The data Start Marker

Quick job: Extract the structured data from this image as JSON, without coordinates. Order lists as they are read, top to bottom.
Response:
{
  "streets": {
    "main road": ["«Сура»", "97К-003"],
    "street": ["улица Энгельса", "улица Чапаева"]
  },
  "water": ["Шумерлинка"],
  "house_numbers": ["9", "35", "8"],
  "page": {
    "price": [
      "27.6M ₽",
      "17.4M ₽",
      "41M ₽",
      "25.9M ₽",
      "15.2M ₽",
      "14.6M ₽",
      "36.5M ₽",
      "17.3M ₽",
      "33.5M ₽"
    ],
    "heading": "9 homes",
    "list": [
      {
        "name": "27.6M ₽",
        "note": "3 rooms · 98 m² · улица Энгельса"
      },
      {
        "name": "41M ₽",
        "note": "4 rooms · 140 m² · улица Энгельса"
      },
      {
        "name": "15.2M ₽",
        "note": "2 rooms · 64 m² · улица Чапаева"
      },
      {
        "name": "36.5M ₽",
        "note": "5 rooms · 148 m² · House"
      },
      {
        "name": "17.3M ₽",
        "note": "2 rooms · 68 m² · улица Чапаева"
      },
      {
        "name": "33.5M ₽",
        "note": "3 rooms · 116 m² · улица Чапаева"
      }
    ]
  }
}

The data End Marker

* Requirement:
Count how many lines in the entries contain "rooms", then state that number alone.

* Exercise answer:
6